- _Records for this task_

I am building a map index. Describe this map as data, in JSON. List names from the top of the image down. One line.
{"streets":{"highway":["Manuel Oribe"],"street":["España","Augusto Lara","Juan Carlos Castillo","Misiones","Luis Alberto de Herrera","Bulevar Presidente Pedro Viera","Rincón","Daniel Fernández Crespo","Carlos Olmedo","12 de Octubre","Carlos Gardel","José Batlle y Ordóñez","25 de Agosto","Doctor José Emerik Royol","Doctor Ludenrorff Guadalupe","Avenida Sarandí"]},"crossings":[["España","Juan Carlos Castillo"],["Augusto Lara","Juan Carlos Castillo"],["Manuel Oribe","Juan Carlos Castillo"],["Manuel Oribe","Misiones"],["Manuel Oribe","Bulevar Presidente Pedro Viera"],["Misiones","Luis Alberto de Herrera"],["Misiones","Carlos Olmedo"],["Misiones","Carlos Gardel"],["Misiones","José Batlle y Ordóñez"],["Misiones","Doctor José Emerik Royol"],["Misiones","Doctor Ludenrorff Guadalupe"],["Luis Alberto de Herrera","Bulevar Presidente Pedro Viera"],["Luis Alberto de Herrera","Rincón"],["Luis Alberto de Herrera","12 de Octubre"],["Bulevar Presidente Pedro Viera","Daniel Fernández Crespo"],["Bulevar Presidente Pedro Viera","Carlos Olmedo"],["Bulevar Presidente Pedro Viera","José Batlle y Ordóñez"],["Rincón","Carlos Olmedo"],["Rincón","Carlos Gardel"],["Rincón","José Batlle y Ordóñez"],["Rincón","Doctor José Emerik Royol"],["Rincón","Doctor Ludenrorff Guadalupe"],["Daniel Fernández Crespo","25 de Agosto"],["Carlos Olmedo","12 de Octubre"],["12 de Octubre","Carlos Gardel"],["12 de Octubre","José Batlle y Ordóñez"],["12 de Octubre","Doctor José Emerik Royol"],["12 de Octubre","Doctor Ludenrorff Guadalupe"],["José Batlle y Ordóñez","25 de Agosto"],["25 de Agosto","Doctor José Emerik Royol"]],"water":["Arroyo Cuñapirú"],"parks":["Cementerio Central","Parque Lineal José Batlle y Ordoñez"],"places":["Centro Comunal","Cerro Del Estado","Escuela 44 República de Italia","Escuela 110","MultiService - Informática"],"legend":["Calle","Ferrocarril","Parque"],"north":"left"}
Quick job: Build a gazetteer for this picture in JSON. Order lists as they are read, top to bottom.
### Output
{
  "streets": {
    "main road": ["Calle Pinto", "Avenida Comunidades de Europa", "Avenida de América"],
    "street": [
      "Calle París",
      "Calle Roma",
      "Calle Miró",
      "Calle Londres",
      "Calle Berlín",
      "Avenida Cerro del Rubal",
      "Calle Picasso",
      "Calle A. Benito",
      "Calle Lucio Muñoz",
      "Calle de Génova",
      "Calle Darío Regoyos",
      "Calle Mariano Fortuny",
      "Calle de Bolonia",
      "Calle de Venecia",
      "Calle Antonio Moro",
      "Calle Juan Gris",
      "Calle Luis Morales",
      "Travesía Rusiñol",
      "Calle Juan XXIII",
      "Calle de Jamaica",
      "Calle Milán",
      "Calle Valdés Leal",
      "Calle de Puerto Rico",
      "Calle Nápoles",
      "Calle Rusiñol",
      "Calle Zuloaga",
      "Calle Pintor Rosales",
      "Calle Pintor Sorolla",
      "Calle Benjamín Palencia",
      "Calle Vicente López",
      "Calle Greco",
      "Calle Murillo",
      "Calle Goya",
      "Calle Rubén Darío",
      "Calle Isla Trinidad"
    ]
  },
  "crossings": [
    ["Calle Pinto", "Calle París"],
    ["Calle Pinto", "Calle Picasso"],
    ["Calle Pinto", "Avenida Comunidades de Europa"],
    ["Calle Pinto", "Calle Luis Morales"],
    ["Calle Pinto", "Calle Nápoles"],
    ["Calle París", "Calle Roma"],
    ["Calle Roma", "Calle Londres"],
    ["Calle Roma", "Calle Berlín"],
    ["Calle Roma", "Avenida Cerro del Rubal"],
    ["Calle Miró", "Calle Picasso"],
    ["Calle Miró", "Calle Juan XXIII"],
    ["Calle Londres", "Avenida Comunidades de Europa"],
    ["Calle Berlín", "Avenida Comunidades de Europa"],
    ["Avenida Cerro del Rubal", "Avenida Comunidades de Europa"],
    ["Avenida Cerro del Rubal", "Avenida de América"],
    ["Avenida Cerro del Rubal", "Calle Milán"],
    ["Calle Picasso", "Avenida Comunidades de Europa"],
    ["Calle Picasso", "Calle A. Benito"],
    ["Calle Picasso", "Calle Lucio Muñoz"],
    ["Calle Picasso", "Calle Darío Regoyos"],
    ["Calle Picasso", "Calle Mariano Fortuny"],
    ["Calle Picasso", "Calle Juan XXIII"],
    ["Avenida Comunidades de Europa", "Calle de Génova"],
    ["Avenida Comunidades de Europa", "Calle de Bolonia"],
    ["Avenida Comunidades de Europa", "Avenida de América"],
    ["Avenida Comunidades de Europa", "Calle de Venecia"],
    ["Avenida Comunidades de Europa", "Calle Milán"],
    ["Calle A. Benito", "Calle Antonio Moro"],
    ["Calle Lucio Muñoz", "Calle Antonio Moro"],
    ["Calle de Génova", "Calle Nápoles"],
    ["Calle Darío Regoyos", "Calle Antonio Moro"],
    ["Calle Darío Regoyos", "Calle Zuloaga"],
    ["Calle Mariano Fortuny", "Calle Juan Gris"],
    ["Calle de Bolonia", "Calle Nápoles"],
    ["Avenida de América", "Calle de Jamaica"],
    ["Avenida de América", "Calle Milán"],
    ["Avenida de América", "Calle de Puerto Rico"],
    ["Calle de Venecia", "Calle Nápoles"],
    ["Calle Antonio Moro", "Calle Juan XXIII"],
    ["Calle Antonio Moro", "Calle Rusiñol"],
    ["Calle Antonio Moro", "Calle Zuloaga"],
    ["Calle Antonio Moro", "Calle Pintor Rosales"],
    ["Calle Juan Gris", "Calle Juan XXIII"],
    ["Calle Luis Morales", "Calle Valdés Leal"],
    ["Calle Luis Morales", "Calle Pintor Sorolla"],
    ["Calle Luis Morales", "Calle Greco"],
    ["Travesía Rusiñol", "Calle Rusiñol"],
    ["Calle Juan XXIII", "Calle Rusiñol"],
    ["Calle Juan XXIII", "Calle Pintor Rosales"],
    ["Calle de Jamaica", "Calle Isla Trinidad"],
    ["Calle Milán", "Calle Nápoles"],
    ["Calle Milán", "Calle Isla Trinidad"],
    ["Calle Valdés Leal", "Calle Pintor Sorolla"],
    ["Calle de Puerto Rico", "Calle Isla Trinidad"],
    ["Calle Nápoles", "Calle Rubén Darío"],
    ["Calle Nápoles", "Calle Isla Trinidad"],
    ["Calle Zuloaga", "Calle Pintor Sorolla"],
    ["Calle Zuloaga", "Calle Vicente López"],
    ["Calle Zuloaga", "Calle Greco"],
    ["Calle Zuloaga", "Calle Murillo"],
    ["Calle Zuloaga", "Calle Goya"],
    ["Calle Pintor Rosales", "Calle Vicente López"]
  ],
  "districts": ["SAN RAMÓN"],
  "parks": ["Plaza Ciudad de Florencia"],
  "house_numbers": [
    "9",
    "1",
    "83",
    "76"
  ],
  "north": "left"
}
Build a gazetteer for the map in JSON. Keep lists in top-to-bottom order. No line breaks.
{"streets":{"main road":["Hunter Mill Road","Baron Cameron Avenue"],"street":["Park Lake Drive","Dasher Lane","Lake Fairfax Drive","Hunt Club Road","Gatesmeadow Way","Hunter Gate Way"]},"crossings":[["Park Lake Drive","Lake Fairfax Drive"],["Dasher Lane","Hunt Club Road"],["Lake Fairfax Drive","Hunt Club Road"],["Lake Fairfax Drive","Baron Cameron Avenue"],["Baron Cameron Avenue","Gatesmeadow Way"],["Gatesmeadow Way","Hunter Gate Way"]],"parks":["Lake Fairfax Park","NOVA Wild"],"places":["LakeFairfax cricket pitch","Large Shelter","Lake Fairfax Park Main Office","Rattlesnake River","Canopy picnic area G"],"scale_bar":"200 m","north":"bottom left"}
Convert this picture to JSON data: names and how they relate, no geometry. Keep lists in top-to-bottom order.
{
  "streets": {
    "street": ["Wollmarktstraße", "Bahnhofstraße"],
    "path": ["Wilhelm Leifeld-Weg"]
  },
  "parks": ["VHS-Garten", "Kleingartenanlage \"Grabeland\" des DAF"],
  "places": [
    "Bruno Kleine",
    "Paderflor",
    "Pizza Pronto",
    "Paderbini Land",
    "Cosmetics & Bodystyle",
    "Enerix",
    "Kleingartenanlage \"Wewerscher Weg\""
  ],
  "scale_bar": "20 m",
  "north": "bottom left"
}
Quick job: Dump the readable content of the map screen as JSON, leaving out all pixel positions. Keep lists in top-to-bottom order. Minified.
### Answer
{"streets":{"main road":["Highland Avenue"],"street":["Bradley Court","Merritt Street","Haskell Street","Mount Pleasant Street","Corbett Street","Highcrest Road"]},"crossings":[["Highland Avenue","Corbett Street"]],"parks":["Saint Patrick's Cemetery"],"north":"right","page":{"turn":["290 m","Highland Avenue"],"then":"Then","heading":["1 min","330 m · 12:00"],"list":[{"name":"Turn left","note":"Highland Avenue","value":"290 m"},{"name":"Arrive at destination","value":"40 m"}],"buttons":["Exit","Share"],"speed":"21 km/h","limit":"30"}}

- _Task brief_
Among the lines above, find those that contain the word "names" and copy them.

- _Answer space_
I am building a map index. Describe this map as data, in JSON. List names from the top of the image down. One line.
Convert this picture to JSON data: names and how they relate, no geometry. Keep lists in top-to-bottom order.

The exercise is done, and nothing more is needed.